■ Exercise details:
A single number is the whole answer: the count of lines in these entries that hold "nowrap".

··· Provided entries ···

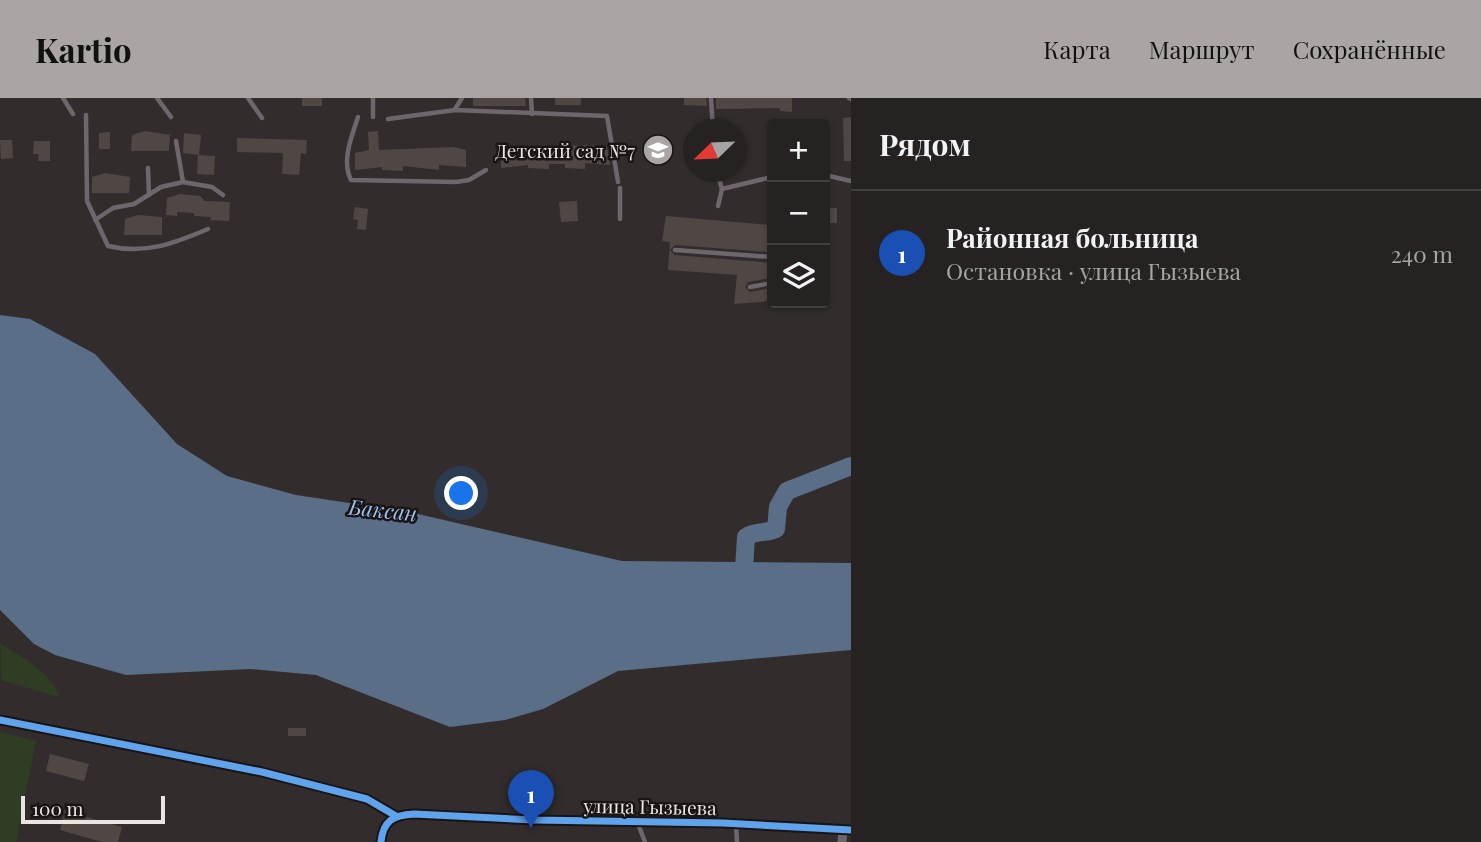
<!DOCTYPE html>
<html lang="ru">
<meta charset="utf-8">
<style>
:root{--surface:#262221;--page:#2e2a2a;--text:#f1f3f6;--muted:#a4a4a5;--line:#423f3f;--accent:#aaa5a2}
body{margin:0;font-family:"Playfair Display",serif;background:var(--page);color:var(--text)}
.controls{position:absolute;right:21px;top:21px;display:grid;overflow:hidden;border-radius:7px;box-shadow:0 2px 5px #0004}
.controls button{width:63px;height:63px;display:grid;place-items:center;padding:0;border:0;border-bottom:2px solid var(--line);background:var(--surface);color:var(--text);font:35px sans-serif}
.compass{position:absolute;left:683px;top:21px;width:63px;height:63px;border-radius:50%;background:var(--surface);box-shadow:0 2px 5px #0004;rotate:247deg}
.scale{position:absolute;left:21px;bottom:18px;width:144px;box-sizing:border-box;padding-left:7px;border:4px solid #ebe5e2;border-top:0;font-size:19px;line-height:24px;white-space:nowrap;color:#ebe5e2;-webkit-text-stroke:5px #1a1514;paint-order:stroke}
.you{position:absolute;left:462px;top:396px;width:24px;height:24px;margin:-18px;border:5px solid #fff;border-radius:50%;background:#1a73e8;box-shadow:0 0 0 10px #1a73e833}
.badge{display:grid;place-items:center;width:46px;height:46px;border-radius:50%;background:var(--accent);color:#fff;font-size:23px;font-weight:700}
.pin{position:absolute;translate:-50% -58px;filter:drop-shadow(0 2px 4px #0008)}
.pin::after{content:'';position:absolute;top:37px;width:24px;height:21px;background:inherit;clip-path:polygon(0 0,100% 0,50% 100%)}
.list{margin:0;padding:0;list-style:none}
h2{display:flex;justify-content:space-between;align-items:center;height:91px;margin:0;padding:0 28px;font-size:30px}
h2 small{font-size:23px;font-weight:400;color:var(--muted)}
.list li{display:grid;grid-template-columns:46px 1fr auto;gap:21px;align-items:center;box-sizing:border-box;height:126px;padding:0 28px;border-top:2px solid var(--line)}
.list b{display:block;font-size:26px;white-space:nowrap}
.list p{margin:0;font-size:23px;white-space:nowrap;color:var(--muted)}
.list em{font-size:23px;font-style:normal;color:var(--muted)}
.icon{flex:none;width:38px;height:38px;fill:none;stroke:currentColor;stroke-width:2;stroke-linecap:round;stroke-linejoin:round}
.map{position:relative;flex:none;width:851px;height:744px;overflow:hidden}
header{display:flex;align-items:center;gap:42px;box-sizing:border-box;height:98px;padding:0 35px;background:var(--accent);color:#111}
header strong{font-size:33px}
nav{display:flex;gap:38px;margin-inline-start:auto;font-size:24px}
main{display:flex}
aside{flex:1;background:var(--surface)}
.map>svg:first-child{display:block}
</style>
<header>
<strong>Kartio</strong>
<nav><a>Карта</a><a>Маршрут</a><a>Сохранённые</a></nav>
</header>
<main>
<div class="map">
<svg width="851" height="744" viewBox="0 0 851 744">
<rect width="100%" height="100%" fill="#322d2c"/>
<g fill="#2f3d25">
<path d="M0,545C21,560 52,573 59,599L1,582Z"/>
<polygon points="0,634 36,643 16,744 0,744"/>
</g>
<polygon fill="#5a6f87" points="0,217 30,221 95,256 177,346 227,378 296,397 409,414 622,463 851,465 851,552 618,573 543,611 505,622 450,629 316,577 250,571 126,577 55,557 34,546 0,512"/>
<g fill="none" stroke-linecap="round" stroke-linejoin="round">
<path stroke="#5a6f87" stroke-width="18" d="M743,487L746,439C756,432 765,436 776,431L778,409L787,393L851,368"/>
</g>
<g fill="#4f4744">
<rect x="302" y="0" width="20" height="8"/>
<polygon points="473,0 525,0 526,8 473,8"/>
<rect x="555" y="0" width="26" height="7"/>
<polygon points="684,0 706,0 707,8 684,7"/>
<polygon points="716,0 792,0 792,14 780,13 780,10 716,11"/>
<polygon points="851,19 851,63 844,63 843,20"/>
<polygon points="145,33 170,37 169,53 131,53 132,37"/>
<polygon points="378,33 379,52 453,49 466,52 466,69 439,67 439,72 403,68 403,73 382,72 382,69 355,72 355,55 369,52 368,34"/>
<polygon points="110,34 110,51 99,51 99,35"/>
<polygon points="184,35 201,37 199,57 183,55"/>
<polygon points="237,40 307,42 306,56 301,55 299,77 282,76 283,55 237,54"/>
<polygon points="0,42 12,42 13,60 1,61"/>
<polygon points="34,43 50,43 50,63 38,63 39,56 33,56"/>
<polygon points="589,47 607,49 610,67 585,65 585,71 565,70 565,66 549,66 549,71 528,70 528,67 501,70 501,53 506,53 506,50"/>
<polygon points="198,57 215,58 214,77 197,76"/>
<polygon points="105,75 130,79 129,95 92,95 92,79"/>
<polygon points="180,96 200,98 205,103 230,104 229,123 210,122 211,119 194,118 194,115 177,114 177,118 166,117 167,100"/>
<polygon points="577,103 578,123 561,124 559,104"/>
<polygon points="355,109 368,111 366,132 357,131 358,122 353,121"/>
<rect x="825" y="110" width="12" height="15"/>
<polygon points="138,117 162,119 162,137 124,137 125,121"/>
<polygon points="666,118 770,127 767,154 675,147 670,152 675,157 772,165 771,180 748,184 745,189 750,194 770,190 772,203 734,206 737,177 668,172 670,144 662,143"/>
<rect x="288" y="630" width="18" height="8"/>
<polygon points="50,656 89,666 84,683 46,673"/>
<polygon points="65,713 122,729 118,744 102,744 60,732"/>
</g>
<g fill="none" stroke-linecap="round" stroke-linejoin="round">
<g stroke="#6e666d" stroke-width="4.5">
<polyline points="63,0 73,16"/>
<polyline points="157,0 171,19"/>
<polyline points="248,0 262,20"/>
<polyline points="531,0 532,16"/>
<polyline points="711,0 713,32"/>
<polyline points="849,0 851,1"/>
<polyline points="455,11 462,0"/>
<path d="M86,17L87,103L108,148C145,157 175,145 208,131"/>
<path d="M358,19C352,38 341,63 351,82L456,84L469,82L486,72"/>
<polyline points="373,19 373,0"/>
<polyline points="388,21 455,12 607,18 618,84"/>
<polyline points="148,70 149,97"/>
<polyline points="717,74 722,91 718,108"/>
<polyline points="825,77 851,83"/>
<polyline points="183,84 212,89 223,97"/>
<polyline points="620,90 620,121"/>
<polyline points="722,91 772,79"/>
<polyline points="95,122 113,110 134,106 161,89 183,84 176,43"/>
<polyline points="675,152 772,159"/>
<polyline points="750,189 772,185"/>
<polyline points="637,723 645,744"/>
<polyline points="736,727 737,744"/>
</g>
<g stroke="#6e666d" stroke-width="9">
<polyline points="0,622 262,674 367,701 396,718"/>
<path d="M381,744C383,723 393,717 414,716L534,722L723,725L851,732"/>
<polyline points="842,744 843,732"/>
</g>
<g stroke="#1a1514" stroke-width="11">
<g id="cycleway">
<polyline points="0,622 262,674 367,701 396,718"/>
<path d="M381,744C383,723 393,717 414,716L534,722L723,725L851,732"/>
</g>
</g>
<use href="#cycleway" stroke="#60a3ed" stroke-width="7"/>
</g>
<defs>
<g id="school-disc" transform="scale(1.575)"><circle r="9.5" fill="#aaa5a2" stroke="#1a1514"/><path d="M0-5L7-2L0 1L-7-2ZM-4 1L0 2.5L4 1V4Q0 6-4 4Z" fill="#fff"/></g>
</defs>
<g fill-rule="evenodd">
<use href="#school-disc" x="658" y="52"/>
</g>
<g text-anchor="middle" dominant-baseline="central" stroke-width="5" stroke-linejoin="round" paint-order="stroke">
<g font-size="19" fill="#ebe5e2" stroke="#1a1514" text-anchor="end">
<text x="635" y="52">Детский сад №7</text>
</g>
<g font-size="19" fill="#ebe5e2" stroke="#1a1514">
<text transform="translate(650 708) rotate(1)">улица Гызыева</text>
</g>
<g font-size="21" font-style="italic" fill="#9bc4f3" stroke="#1a1514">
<text transform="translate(383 411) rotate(6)">Баксан</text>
</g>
</g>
</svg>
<div class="controls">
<button>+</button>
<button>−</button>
<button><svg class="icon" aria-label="layers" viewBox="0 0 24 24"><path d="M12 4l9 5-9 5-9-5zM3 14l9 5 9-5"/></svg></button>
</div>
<svg class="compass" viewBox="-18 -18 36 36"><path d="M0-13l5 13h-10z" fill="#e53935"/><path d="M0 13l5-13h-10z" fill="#a4a4a5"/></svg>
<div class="scale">100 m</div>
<div class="you"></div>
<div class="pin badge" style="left:531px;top:730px;background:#1a4fb4">1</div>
</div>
<aside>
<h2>Рядом<small></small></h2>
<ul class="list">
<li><span class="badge" style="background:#1a4fb4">1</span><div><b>Районная больница</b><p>Остановка · улица Гызыева</p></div><em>240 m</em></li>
</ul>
</aside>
</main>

···

■ Result:
3